Nuestros jueces, encargados de hacer respetar las leyes, están “cartelizados”. En un claro concierto para delinquir orquestado desde la mismísima Corte Suprema, se montó una compraventa de fallos judiciales; la inocencia o la culpabilidad de los imputados no la determinaban las pruebas en su contra o a su favor, sino su capacidad económica para pagar el elevado precio del soborno cobrado por los magistrados.
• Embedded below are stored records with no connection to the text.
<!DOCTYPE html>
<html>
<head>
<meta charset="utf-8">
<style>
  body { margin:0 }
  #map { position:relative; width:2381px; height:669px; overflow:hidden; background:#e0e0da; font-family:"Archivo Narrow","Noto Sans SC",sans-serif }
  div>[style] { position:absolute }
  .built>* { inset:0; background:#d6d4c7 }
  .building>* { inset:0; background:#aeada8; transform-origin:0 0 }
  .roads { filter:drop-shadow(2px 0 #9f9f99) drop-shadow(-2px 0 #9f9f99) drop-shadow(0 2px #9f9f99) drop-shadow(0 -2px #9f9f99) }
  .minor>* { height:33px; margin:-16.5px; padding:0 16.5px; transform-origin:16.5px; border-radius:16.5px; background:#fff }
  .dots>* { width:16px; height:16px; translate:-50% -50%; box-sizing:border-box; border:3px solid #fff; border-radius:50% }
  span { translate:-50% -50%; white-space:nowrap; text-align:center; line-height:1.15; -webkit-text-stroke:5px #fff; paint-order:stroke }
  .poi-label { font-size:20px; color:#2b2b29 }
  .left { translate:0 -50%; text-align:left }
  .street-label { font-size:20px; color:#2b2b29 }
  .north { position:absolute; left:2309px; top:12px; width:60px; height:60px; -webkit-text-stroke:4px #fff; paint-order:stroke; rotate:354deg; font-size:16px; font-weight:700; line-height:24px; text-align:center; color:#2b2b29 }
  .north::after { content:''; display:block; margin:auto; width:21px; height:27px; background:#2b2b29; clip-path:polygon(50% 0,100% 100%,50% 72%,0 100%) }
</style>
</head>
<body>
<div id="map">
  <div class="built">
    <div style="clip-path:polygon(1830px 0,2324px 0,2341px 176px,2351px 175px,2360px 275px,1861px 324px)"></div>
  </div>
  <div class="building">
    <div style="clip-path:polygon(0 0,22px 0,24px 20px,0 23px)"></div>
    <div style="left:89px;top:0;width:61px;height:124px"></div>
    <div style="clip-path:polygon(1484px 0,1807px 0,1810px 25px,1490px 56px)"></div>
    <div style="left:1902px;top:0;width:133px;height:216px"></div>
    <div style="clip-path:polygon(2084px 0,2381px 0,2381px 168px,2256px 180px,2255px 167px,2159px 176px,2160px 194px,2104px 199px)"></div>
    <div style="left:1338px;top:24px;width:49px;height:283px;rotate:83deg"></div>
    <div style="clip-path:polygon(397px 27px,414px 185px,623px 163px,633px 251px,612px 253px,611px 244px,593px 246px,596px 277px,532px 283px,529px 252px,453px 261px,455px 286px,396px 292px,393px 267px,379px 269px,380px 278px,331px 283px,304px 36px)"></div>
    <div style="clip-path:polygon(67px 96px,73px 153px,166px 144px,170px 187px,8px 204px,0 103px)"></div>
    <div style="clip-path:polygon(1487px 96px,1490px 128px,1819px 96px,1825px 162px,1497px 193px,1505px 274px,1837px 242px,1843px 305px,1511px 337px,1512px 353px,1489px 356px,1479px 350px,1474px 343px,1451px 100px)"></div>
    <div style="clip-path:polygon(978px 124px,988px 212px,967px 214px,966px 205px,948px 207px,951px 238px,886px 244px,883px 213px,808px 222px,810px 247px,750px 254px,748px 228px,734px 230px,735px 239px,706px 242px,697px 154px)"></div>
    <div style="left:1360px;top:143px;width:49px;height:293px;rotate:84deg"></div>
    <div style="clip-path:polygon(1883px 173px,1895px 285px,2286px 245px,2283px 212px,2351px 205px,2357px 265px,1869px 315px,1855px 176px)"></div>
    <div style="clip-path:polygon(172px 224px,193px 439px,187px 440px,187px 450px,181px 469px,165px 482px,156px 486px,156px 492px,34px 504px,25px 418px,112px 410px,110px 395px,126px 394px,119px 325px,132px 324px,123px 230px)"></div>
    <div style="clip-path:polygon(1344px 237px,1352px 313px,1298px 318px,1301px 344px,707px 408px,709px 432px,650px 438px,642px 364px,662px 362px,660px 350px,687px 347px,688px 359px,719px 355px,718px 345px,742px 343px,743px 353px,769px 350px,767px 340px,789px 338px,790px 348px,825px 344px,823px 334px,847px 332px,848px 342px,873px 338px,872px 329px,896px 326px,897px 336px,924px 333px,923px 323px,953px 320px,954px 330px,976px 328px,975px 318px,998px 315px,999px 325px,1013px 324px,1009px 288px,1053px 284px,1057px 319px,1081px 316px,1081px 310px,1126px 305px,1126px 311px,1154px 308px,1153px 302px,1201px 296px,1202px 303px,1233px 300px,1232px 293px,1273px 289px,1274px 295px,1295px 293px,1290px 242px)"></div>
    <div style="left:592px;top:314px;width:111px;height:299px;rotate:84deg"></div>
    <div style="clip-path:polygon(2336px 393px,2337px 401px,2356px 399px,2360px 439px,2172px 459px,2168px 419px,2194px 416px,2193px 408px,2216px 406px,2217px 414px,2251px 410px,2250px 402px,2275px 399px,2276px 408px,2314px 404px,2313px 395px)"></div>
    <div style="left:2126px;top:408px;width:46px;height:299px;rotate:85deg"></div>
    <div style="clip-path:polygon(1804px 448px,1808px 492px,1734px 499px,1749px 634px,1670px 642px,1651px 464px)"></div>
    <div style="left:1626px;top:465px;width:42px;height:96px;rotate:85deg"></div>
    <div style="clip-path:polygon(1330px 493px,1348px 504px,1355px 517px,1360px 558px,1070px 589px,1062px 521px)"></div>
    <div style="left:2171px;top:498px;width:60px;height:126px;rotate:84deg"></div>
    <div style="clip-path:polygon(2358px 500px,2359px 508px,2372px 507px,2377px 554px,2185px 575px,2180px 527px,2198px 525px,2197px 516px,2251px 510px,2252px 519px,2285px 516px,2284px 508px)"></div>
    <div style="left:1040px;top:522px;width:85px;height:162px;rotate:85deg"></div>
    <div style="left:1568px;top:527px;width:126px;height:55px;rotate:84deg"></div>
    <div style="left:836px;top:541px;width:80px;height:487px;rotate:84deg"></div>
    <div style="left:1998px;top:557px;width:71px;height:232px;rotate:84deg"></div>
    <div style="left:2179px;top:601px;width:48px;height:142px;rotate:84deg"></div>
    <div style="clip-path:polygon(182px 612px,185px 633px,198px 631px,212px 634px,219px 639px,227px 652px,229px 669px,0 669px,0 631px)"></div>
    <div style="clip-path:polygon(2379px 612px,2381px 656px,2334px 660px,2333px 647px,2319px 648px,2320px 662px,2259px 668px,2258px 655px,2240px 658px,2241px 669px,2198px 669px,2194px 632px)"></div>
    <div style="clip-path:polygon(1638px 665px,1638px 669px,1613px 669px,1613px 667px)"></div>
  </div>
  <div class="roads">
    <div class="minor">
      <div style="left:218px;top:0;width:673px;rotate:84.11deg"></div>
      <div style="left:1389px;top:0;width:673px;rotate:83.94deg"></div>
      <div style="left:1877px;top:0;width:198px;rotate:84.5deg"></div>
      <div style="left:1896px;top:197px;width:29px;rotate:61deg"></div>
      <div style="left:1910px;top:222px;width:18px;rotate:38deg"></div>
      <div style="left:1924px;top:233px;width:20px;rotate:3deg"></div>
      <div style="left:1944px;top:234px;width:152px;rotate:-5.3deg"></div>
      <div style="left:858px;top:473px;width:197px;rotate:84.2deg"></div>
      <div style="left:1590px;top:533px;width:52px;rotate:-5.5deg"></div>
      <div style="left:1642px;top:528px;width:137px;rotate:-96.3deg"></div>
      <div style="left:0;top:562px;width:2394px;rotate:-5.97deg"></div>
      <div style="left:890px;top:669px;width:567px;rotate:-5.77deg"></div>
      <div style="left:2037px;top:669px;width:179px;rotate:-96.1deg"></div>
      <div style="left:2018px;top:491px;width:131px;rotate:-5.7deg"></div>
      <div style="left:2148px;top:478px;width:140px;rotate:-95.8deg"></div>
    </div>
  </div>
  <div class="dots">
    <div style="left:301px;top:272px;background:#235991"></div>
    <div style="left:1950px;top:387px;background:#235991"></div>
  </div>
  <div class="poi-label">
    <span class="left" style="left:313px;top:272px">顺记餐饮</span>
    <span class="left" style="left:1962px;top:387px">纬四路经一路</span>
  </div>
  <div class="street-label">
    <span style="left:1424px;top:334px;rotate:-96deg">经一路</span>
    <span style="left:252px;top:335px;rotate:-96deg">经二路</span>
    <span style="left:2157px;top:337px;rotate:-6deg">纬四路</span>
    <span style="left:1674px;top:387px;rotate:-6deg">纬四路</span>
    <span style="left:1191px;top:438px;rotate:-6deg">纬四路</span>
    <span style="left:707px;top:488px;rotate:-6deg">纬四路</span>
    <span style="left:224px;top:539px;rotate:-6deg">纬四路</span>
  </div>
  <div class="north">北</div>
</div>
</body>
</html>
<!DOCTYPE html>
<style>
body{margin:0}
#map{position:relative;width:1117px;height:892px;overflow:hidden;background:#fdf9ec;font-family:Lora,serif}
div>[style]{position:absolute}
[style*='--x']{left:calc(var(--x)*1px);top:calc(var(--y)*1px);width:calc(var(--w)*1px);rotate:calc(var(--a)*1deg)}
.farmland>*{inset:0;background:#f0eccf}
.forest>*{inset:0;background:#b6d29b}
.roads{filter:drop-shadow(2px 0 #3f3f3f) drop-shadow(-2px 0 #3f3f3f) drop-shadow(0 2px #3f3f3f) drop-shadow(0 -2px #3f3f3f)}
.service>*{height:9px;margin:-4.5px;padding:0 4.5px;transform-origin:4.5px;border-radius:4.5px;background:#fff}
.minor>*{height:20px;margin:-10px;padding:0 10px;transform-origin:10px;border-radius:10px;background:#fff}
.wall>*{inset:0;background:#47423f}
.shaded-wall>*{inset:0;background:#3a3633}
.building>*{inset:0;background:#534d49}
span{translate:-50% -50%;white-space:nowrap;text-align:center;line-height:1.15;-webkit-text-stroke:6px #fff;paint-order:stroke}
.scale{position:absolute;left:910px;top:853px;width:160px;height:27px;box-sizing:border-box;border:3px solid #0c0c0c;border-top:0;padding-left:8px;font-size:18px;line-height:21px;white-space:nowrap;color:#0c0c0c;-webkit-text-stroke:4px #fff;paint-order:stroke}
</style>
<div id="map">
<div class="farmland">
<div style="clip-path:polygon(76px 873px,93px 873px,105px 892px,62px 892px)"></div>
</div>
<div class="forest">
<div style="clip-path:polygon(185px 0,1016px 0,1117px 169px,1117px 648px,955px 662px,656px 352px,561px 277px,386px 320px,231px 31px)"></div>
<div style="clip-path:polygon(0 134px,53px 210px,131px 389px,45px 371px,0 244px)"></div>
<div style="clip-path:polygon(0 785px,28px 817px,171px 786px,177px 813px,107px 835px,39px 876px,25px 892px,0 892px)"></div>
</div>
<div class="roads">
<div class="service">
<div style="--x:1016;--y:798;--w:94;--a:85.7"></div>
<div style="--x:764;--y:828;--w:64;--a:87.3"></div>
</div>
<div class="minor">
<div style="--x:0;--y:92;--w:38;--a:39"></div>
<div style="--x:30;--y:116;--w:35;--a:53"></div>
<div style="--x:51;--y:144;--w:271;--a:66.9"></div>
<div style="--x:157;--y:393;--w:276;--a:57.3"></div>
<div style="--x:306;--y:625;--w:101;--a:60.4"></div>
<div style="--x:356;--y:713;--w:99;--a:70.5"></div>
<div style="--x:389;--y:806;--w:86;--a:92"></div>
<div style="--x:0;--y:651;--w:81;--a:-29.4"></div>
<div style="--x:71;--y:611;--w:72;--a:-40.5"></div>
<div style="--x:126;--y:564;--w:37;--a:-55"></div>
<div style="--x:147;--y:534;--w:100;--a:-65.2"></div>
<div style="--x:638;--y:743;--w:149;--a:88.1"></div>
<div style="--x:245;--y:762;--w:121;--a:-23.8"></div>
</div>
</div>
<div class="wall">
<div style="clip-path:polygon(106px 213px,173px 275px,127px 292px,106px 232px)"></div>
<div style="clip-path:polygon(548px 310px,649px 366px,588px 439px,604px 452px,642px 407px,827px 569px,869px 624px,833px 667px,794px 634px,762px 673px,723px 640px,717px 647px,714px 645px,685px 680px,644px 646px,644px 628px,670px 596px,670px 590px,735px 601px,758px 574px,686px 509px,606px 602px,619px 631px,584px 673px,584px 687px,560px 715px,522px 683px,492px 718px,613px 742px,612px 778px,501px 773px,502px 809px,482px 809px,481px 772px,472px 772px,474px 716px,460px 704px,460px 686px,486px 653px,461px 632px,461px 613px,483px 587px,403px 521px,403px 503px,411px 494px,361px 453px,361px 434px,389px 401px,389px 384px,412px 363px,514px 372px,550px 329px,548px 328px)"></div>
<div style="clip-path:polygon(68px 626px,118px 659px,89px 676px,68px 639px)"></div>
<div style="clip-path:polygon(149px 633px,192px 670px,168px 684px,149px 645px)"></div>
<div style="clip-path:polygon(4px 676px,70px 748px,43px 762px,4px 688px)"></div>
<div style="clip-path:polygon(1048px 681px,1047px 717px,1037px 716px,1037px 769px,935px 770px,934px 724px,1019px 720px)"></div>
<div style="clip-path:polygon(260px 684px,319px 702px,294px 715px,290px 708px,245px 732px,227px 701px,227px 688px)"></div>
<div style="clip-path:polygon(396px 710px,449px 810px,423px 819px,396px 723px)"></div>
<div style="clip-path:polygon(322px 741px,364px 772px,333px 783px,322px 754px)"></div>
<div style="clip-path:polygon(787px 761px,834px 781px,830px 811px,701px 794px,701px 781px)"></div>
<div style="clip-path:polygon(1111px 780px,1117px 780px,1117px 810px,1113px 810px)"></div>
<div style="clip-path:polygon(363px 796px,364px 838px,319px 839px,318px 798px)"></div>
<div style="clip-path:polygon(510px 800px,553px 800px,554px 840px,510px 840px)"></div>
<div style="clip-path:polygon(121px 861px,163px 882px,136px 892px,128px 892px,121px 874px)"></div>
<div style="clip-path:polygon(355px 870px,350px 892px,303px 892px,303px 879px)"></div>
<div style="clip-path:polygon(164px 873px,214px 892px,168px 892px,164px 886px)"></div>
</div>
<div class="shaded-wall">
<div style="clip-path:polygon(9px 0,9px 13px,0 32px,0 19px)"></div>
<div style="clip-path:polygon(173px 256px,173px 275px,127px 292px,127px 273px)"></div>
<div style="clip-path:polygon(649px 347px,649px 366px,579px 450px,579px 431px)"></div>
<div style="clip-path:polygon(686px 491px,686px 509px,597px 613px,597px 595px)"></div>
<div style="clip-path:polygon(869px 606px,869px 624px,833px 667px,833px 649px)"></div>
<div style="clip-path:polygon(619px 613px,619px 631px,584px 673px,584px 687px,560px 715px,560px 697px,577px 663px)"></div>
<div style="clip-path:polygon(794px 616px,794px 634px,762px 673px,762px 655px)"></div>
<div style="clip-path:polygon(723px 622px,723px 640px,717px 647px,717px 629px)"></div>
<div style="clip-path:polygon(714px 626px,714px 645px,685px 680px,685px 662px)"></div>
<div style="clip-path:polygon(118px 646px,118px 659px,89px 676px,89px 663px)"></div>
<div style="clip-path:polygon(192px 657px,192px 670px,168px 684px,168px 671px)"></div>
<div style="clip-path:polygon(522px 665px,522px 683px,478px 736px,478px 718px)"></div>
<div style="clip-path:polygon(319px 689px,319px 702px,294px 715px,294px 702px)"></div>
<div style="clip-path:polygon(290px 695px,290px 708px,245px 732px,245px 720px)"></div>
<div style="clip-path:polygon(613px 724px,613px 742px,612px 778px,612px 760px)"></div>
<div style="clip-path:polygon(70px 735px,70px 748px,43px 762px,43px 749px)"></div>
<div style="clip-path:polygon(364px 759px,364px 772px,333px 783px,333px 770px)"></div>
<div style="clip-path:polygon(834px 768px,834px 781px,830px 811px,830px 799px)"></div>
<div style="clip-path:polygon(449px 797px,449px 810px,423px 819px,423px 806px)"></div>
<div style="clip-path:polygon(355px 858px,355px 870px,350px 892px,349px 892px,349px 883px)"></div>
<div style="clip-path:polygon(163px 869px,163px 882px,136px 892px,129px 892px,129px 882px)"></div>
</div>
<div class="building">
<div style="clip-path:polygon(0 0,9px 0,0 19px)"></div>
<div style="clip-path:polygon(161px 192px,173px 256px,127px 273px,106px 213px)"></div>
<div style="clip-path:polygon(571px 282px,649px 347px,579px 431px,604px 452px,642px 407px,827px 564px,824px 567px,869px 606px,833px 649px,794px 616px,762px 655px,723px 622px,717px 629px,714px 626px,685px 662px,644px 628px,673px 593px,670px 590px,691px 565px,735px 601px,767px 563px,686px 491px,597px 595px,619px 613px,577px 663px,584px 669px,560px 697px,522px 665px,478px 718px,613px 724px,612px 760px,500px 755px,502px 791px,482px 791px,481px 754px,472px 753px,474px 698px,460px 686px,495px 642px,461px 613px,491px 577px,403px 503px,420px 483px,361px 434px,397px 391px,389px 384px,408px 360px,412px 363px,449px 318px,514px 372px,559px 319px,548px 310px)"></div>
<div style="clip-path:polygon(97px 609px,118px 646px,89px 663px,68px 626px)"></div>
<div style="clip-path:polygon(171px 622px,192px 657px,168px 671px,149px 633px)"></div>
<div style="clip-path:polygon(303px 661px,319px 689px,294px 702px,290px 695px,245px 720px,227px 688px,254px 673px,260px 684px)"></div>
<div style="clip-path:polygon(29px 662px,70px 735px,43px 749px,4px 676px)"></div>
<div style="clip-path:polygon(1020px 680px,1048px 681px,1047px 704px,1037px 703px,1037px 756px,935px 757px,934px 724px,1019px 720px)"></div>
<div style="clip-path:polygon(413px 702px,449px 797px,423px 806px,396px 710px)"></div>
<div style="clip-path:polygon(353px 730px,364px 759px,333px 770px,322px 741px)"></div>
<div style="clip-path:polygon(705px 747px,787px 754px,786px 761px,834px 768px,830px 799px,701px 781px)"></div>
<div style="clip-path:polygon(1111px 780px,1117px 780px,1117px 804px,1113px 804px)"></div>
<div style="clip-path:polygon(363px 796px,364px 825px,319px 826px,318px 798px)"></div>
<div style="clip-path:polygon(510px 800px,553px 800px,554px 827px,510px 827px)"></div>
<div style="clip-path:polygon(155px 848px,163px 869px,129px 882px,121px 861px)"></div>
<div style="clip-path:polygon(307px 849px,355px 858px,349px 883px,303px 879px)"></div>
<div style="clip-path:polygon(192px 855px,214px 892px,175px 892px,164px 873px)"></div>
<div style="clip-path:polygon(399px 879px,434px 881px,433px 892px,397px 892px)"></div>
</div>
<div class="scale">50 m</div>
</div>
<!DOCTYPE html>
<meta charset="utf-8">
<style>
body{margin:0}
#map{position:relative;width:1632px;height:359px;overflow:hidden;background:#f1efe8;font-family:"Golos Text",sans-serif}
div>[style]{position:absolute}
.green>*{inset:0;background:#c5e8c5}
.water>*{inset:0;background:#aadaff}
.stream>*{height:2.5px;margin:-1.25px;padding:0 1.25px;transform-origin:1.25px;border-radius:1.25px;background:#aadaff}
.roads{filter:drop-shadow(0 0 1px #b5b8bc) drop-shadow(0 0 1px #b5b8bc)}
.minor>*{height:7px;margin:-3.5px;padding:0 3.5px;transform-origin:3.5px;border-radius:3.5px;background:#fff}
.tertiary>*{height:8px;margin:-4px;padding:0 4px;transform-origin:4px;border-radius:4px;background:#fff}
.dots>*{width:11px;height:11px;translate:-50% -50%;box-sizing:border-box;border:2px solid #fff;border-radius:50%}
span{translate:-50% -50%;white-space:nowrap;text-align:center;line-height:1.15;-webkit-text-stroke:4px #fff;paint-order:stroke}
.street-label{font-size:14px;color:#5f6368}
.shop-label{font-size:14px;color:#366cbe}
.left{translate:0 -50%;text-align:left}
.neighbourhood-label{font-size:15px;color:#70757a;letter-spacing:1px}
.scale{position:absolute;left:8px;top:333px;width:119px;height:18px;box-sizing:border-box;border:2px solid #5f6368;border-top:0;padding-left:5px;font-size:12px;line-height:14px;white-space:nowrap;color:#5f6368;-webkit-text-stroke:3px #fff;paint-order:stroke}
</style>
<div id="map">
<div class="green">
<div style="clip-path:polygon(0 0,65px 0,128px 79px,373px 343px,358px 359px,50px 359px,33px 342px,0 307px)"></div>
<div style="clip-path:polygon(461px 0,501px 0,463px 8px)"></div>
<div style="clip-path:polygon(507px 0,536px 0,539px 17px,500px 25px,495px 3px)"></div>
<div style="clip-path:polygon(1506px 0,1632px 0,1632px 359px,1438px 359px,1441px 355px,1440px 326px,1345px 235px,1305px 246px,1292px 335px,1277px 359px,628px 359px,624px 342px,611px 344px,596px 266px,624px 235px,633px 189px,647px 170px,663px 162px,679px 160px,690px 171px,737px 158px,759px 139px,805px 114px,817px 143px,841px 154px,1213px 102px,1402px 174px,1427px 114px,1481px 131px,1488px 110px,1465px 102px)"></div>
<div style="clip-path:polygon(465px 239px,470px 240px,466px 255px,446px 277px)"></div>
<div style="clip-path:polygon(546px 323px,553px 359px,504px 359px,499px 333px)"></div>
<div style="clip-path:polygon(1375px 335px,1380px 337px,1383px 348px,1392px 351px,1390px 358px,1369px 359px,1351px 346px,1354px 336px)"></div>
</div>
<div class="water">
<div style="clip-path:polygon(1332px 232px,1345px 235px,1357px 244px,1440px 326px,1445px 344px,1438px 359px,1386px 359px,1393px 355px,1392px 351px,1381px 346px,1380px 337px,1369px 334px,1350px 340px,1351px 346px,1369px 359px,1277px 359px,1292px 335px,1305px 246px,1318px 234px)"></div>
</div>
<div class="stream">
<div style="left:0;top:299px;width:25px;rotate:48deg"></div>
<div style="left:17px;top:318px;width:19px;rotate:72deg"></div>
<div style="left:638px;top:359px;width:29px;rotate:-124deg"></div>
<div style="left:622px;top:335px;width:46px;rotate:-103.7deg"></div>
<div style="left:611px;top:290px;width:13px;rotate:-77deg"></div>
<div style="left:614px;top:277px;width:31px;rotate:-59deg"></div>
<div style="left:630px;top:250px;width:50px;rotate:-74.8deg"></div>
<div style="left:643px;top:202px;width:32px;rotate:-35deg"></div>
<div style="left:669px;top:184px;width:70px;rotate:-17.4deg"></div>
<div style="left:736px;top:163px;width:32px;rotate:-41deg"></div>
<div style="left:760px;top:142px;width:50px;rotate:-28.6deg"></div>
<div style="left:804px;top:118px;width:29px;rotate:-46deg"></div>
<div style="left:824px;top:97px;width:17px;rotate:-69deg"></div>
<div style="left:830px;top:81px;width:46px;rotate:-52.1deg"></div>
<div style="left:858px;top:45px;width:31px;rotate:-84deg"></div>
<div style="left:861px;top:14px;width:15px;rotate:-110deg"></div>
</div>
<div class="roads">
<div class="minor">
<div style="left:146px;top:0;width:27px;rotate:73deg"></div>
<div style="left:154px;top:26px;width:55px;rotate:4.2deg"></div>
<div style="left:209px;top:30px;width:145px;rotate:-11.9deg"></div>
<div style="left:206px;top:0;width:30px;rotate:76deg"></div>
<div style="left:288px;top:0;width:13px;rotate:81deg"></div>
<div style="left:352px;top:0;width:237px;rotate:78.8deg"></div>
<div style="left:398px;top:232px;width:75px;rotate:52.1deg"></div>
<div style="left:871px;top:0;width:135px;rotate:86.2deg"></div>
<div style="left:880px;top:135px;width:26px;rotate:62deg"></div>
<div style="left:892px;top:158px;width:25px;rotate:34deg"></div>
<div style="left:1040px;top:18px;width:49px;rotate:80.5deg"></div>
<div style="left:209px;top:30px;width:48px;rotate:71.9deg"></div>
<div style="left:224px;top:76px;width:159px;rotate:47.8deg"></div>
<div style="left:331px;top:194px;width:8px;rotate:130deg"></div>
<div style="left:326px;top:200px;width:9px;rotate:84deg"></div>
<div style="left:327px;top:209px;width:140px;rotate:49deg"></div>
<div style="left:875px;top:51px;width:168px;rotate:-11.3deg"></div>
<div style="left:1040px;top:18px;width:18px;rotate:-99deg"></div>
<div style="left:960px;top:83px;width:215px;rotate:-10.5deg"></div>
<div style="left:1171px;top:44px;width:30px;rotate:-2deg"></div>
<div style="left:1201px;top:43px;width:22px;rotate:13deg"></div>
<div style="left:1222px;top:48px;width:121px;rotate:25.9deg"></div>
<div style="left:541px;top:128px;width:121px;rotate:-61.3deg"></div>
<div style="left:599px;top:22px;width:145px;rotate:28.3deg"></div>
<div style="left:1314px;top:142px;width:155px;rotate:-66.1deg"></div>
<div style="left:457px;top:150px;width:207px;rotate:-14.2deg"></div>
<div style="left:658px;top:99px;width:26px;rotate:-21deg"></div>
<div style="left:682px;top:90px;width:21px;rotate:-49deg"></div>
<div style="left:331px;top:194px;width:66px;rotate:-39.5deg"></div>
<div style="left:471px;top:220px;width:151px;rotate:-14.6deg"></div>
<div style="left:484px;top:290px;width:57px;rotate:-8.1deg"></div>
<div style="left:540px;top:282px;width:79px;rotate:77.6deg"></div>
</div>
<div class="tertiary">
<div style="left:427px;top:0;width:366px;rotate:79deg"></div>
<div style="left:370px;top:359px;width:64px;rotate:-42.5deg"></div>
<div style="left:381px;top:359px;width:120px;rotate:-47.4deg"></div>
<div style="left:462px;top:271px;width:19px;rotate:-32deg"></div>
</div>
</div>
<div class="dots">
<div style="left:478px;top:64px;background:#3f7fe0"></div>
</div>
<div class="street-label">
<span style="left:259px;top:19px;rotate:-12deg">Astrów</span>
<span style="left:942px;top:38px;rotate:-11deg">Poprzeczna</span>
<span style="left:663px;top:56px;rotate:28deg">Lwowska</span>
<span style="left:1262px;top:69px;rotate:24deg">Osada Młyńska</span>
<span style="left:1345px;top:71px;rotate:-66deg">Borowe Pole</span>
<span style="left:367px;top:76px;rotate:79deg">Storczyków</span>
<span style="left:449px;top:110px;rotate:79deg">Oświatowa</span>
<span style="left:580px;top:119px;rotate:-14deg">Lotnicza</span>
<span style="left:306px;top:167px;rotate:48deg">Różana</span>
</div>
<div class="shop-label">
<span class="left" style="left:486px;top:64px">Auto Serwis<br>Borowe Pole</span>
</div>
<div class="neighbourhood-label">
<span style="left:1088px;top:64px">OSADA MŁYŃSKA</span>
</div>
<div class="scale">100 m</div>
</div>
Al mismo tiempo, la reforma política y electoral que se radicó en el Congreso por parte de la Misión Especial Electoral, que pretendía subsanar las fallas de la estructura del poder en Colombia, terminó siendo completamente desfigurada y ahora solo servirá para permitir que los congresistas inconformes en sus partidos políticos puedan hacerse elegir por otro partido sin incurrir en doble militancia; atrás quedaron los urgentes y necesarios cambios al Consejo Nacional Electoral, a la financiación de campañas o la creación de un Tribunal de Aforados, entre otros tantos objetivos que inicialmente se habían planeado.
Todos nuestros problemas ya están diagnosticados, pero, tras esta escueta radiografía, deviene claro que el problema no es nuestra clase política sino que es sistémico; lo malo de Colombia somos los colombianos. Nuestra cultura se basa en que “el vivo vive del bobo”, y construimos todas nuestras relaciones sociales con base en la trampa, el facilismo y los atajos. Nada nos importa con tal de ganar, y exaltamos a los hampones eligiéndolos a los cargos públicos con nuestro voto.
¿Cuántas marchas ciudadanas de indignación contra la corrupción se han visto en los últimos meses? ¿Por qué siempre votamos por los mismos sin importar sus antecedentes criminales o las serias denuncias en su contra? ¿Por qué los criminales de cuello blanco pagan pocos meses de cárcel y después salen a disfrutar de sus fortunas mal habidas? ¿Por qué permitimos que empresas como Odebretch o los empresarios que viven del desfalco a la alimentación escolar puedan seguir contratando? La explicación es sencilla: nuestras leyes e instituciones no son más que el reflejo de nuestra cultura.
En 1999 no te entendí pero hoy, dieciocho años después, te acompaño en tu dolor, César, y, a tu lado, grito con rabia: ¡País de mierda!